## Task description
Your answer should be every line below that includes the word "Lane".
== Records for this exercise ==
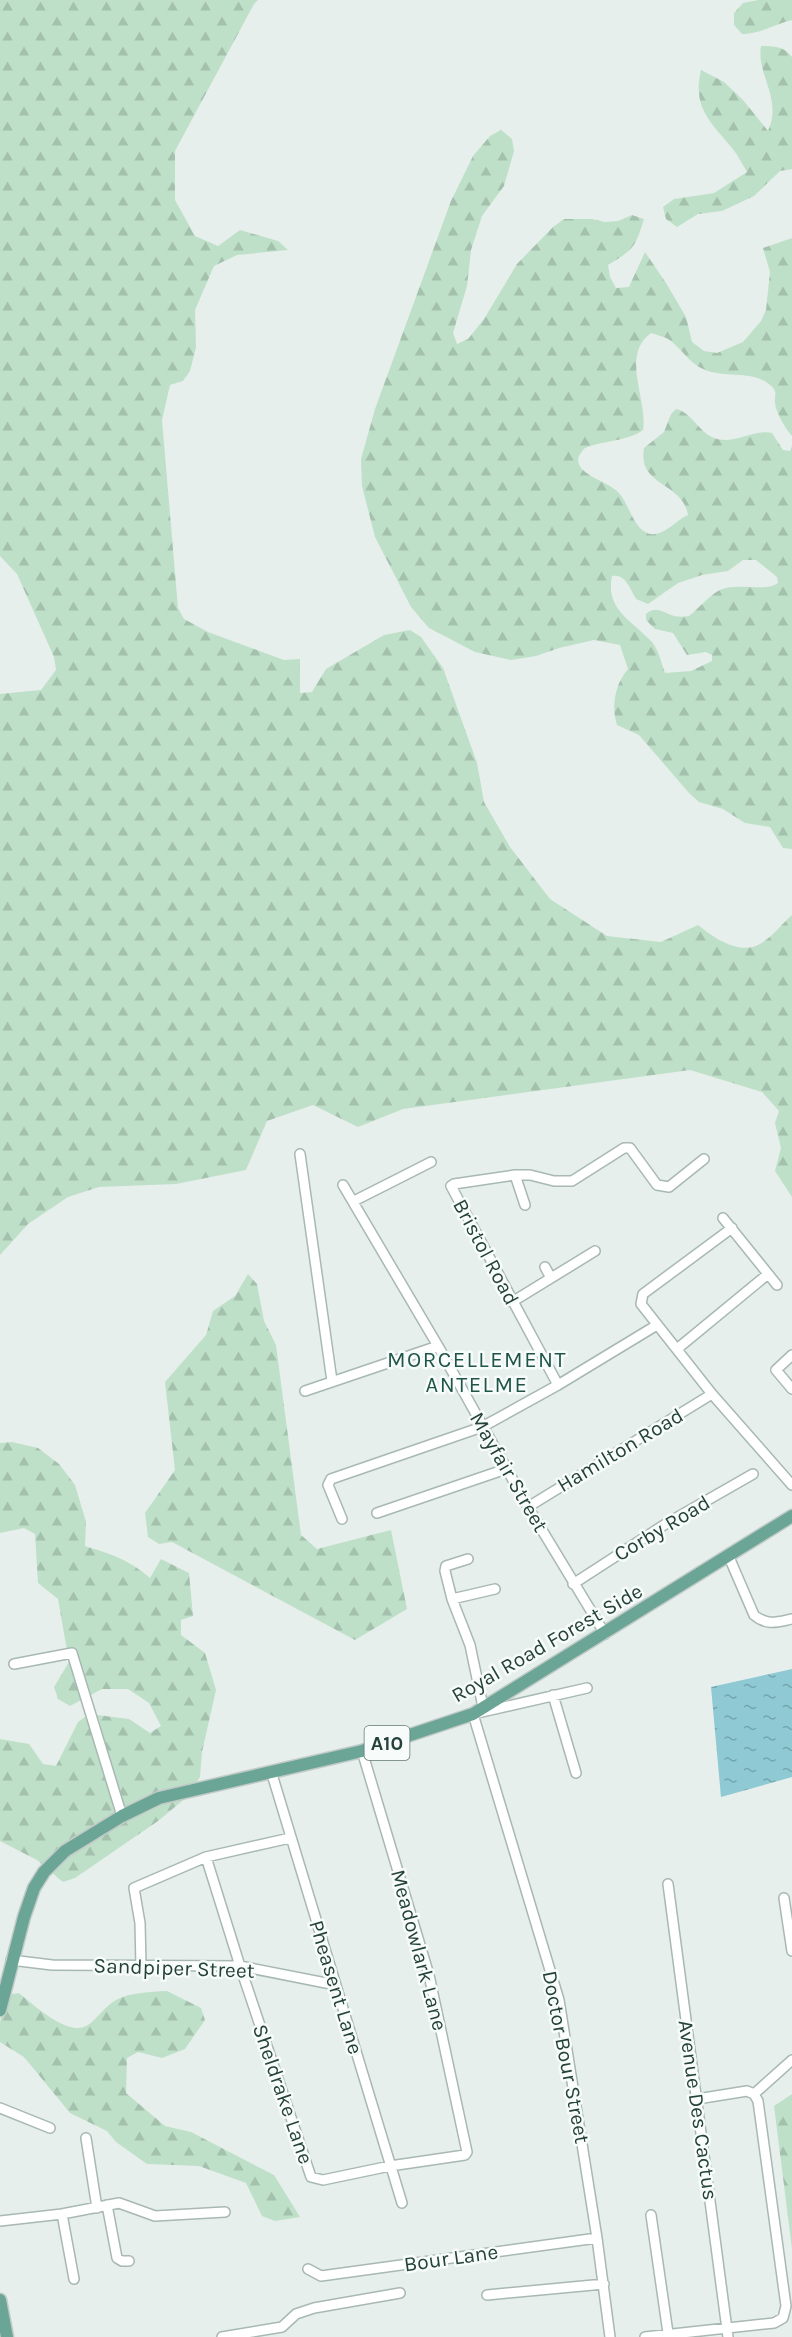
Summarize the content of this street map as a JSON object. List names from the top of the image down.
{
  "streets": {
    "main road": ["Royal Road Forest Side", "A10"],
    "street": [
      "Bristol Road",
      "Hamilton Road",
      "Mayfair Street",
      "Corby Road",
      "Meadowlark Lane",
      "Sandpiper Street",
      "Pheasent Lane",
      "Doctor Bour Street",
      "Sheldrake Lane",
      "Avenue Des Cactus",
      "Bour Lane"
    ]
  },
  "crossings": [
    ["Hamilton Road", "Mayfair Street"],
    ["Mayfair Street", "Corby Road"],
    ["Mayfair Street", "Royal Road Forest Side"],
    ["Royal Road Forest Side", "Meadowlark Lane"],
    ["Royal Road Forest Side", "Sandpiper Street"],
    ["Royal Road Forest Side", "Pheasent Lane"],
    ["Royal Road Forest Side", "Doctor Bour Street"],
    ["Meadowlark Lane", "Sheldrake Lane"],
    ["Sandpiper Street", "Pheasent Lane"],
    ["Sandpiper Street", "Sheldrake Lane"],
    ["Pheasent Lane", "Sheldrake Lane"],
    ["Doctor Bour Street", "Bour Lane"]
  ],
  "districts": ["MORCELLEMENT ANTELME"]
}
===
## Solution
      "Meadowlark Lane",
      "Pheasent Lane",
      "Sheldrake Lane",
      "Bour Lane"
    ["Royal Road Forest Side", "Meadowlark Lane"],
    ["Royal Road Forest Side", "Pheasent Lane"],
    ["Meadowlark Lane", "Sheldrake Lane"],
    ["Sandpiper Street", "Pheasent Lane"],
    ["Sandpiper Street", "Sheldrake Lane"],
    ["Pheasent Lane", "Sheldrake Lane"],
    ["Doctor Bour Street", "Bour Lane"]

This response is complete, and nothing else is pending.